### SOURCE INFORMATION
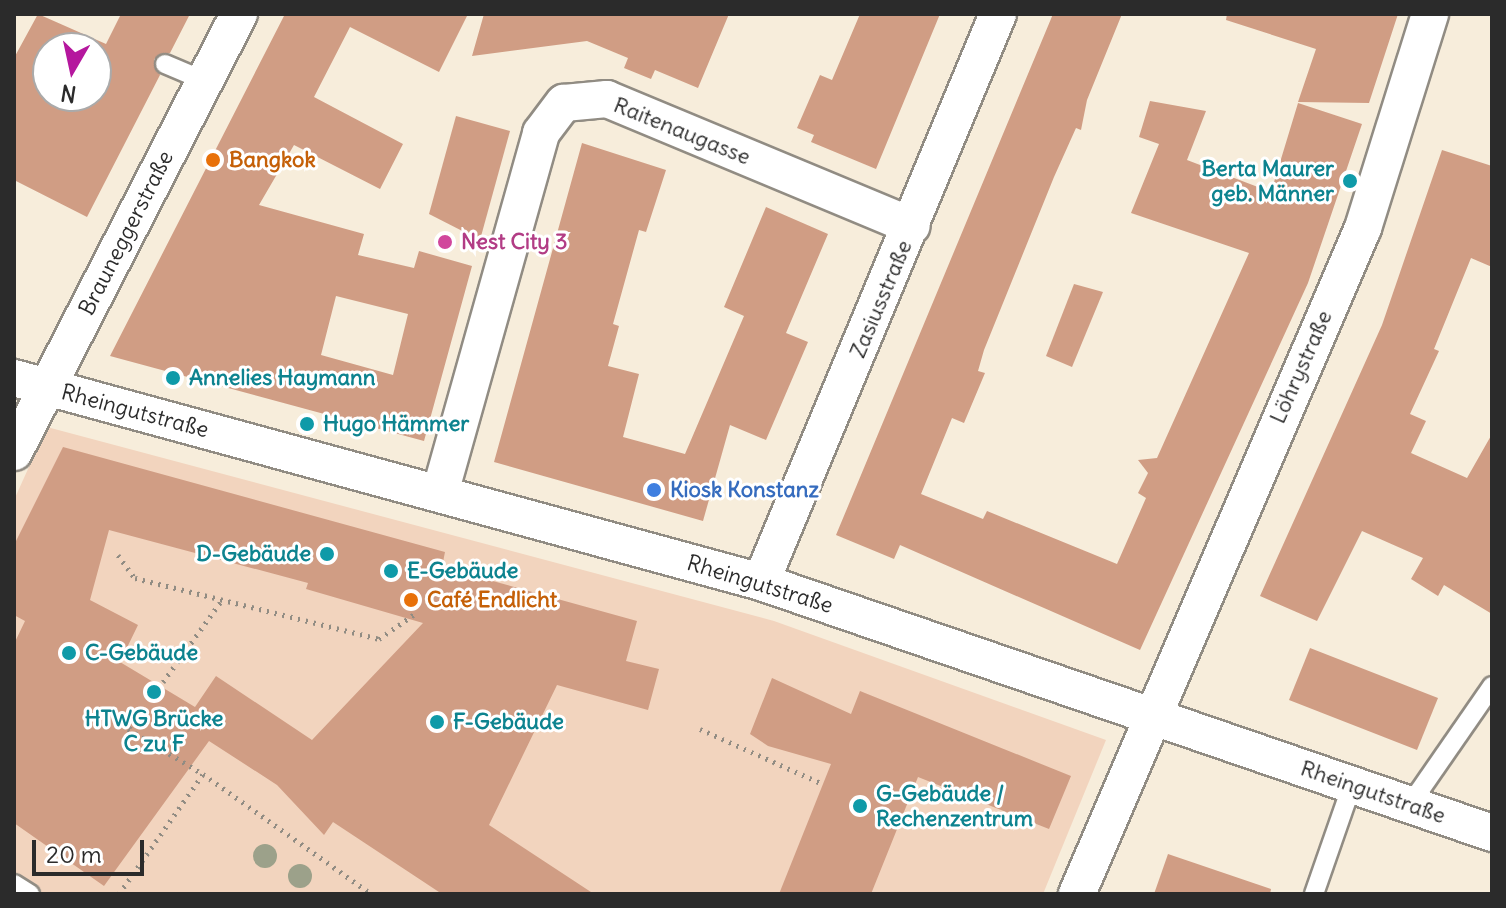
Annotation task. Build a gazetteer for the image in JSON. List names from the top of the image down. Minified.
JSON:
{"streets":{"street":["Raitenaugasse","Brauneggerstraße","Zasiusstraße","Löhrystraße","Rheingutstraße"]},"crossings":[["Raitenaugasse","Zasiusstraße"],["Raitenaugasse","Rheingutstraße"],["Brauneggerstraße","Rheingutstraße"],["Zasiusstraße","Rheingutstraße"],["Löhrystraße","Rheingutstraße"]],"places":["Bangkok","Berta Maurer geb. Männer","Nest City 3","Annelies Haymann","Hugo Hämmer","Kiosk Konstanz","D-Gebäude","E-Gebäude","Café Endlicht","C-Gebäude","HTWG Brücke C zu F","F-Gebäude","G-Gebäude / Rechenzentrum"],"scale_bar":"20 m","north":"bottom"}
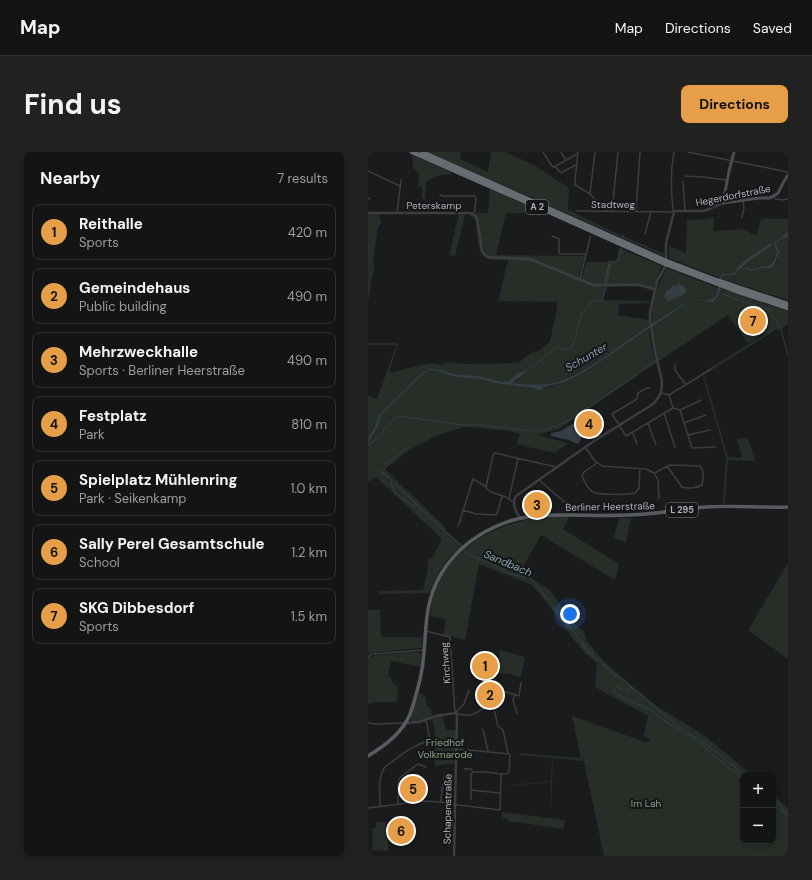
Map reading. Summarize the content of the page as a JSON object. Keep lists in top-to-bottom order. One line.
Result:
{"streets":{"highway":["A 2"],"main road":["Hegerdorfstraße","Berliner Heerstraße","L 295"],"street":["Stadtweg","Peterskamp","Kirchweg","Schapenstraße"]},"crossings":[["Hegerdorfstraße","Stadtweg"],["Berliner Heerstraße","Kirchweg"],["Kirchweg","Schapenstraße"]],"water":["Schunter","Sandbach"],"parks":["Friedhof Volkmarode","Im Lah"],"page":{"header":"Map","nav":["Map","Directions","Saved"],"buttons":"Directions","title":"Find us","heading":["Nearby","7 results"],"list":[{"mark":"1","name":"Reithalle","note":"Sports","value":"420 m"},{"mark":"2","name":"Gemeindehaus","note":"Public building","value":"490 m"},{"mark":"3","name":"Mehrzweckhalle","note":"Sports · Berliner Heerstraße","value":"490 m"},{"mark":"4","name":"Festplatz","note":"Park","value":"810 m"},{"mark":"5","name":"Spielplatz Mühlenring","note":"Park · Seikenkamp","value":"1.0 km"},{"mark":"6","name":"Sally Perel Gesamtschule","note":"School","value":"1.2 km"},{"mark":"7","name":"SKG Dibbesdorf","note":"Sports","value":"1.5 km"}],"pins":["7","4","3","1","2","5","6"],"map_buttons":["+","−"]}}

### REQUIREMENT
Exactly as they appear above, write out all the entries, but not the images.

### THE COMPLETED TASK
Annotation task. Build a gazetteer for the image in JSON. List names from the top of the image down. Minified.
JSON:
{"streets":{"street":["Raitenaugasse","Brauneggerstraße","Zasiusstraße","Löhrystraße","Rheingutstraße"]},"crossings":[["Raitenaugasse","Zasiusstraße"],["Raitenaugasse","Rheingutstraße"],["Brauneggerstraße","Rheingutstraße"],["Zasiusstraße","Rheingutstraße"],["Löhrystraße","Rheingutstraße"]],"places":["Bangkok","Berta Maurer geb. Männer","Nest City 3","Annelies Haymann","Hugo Hämmer","Kiosk Konstanz","D-Gebäude","E-Gebäude","Café Endlicht","C-Gebäude","HTWG Brücke C zu F","F-Gebäude","G-Gebäude / Rechenzentrum"],"scale_bar":"20 m","north":"bottom"}
Map reading. Summarize the content of the page as a JSON object. Keep lists in top-to-bottom order. One line.
Result:
{"streets":{"highway":["A 2"],"main road":["Hegerdorfstraße","Berliner Heerstraße","L 295"],"street":["Stadtweg","Peterskamp","Kirchweg","Schapenstraße"]},"crossings":[["Hegerdorfstraße","Stadtweg"],["Berliner Heerstraße","Kirchweg"],["Kirchweg","Schapenstraße"]],"water":["Schunter","Sandbach"],"parks":["Friedhof Volkmarode","Im Lah"],"page":{"header":"Map","nav":["Map","Directions","Saved"],"buttons":"Directions","title":"Find us","heading":["Nearby","7 results"],"list":[{"mark":"1","name":"Reithalle","note":"Sports","value":"420 m"},{"mark":"2","name":"Gemeindehaus","note":"Public building","value":"490 m"},{"mark":"3","name":"Mehrzweckhalle","note":"Sports · Berliner Heerstraße","value":"490 m"},{"mark":"4","name":"Festplatz","note":"Park","value":"810 m"},{"mark":"5","name":"Spielplatz Mühlenring","note":"Park · Seikenkamp","value":"1.0 km"},{"mark":"6","name":"Sally Perel Gesamtschule","note":"School","value":"1.2 km"},{"mark":"7","name":"SKG Dibbesdorf","note":"Sports","value":"1.5 km"}],"pins":["7","4","3","1","2","5","6"],"map_buttons":["+","−"]}}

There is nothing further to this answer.